Alors quoi mettre pour accompagner ces quelques lignes ?

– se demander pourquoi (et pas seulement parce que cela collait tout en faisant en même temps tâche dans nos soirées d’adolescence) Aussi belle qu’une balle, tout en sonnant comme du potentiel Indochine-like et marqué par ce que pouvait avoir d’irritant le côté « voix traînante » de Darc, restera quand même légèrement et absolument différent de la new-wave française de l’époque (mais comme le clip, lui, est absolument daté et ainsi connoté, je ne mettrai pas de lien youtube, na) ; et dans la même série on pourrait se demander ce qui fait que la flûte de pan (?) synthétique de Quelqu’un comme toi se fait pardonner — toujours une question de légère différence avant l’annihilation.

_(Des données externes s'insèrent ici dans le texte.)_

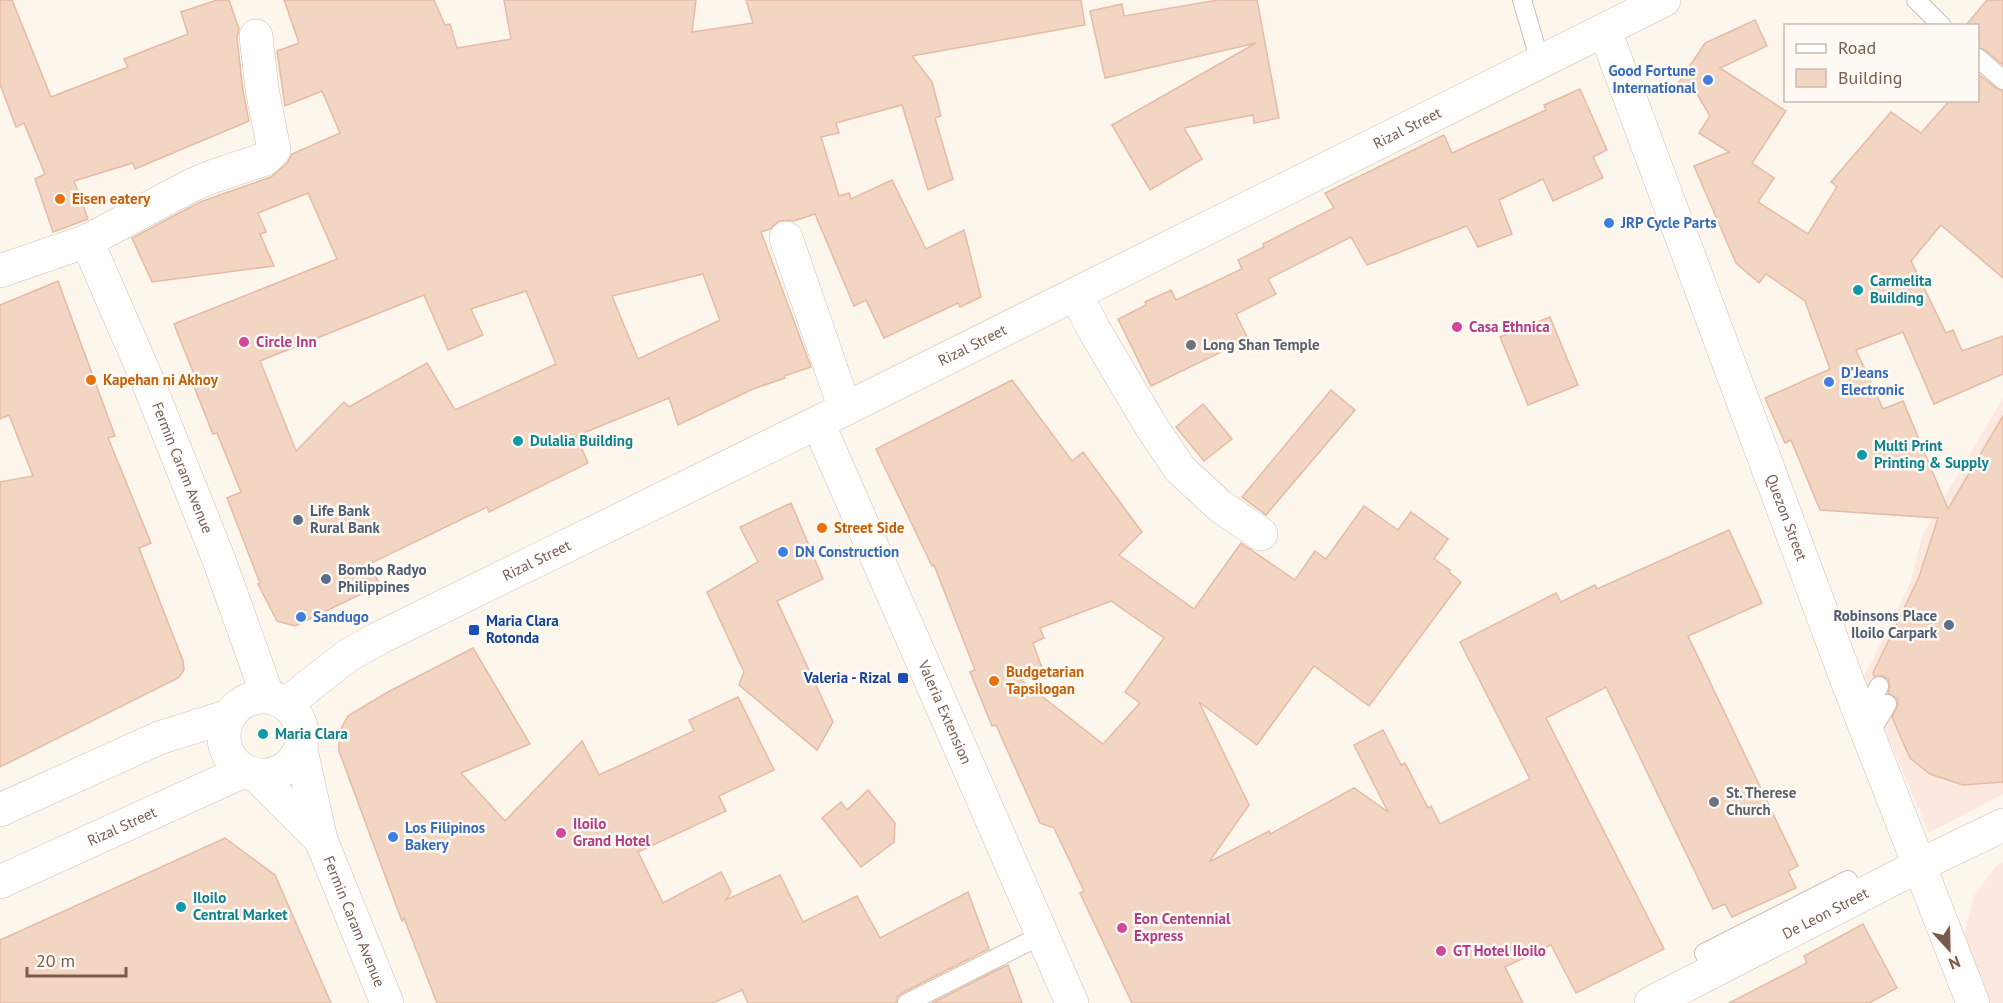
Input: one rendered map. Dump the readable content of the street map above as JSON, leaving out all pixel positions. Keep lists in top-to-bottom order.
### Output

– signaler qu’on oublie trop souvent ce magnifique et longtemps resté introuvable album, écrit et enregistré en 2 jours, qui réunit Daniel Darc et Bill Pritchard, mêlant des compositions de l’un et de l’autre, des échanges de chansons (version française Aimer à nouveau par Darc de ce qui deviendra le Nineteen de Pritchard, reprise de Stephanie Says du Velvet devenue Je rêve encore de toi, Lydia de Pritchard devenu un touchant D’autres corps par la vertu des paroles qu’y avait greffées Darc ; etc. ; album intitulé Parce que du nom de la reprise d’Aznavour chantée par Darc avec des accents dramatiques limite (et touchants parce que tellement … limite ; tellement aznavouriens, d’ailleurs), avec Pritchard à la guitare acoustique, qui clôt l’album) :

– constater que la bâtardise, c’est par exemple celle du Nijinski qui ouvrait l’album éponyme d’un Darc à l’époque (1994) absolument pas rédimé : celle qui peut lui faire commencer, sur un riff entêtant, une chanson par ces paroles dont on se demandera toujours s’il faut les considérer comme du lard ou du cochon : « Un pied sur le trottoir / Et l’autre qui brise une vitre, / Ça forme un angle bizarre, / Je trouve ça plutôt chic. / Nijinski, Nijinski… » — franchement, des paroles comme ça, peu auront osé (et les lignes de titre de ce post sont empruntées à la fin de la chanson — sans doute pas de meilleure épitaphe darquienne). (Comme il n’y a que la « version clown de Dieu » sur youtube (1), moins bonne à mon sens que la version qui ouvre l’album — le riff de guitare n’y est pas —, je mets cette version d’un concert récent, montrant au passage également Darc dans ses performances chaotiques)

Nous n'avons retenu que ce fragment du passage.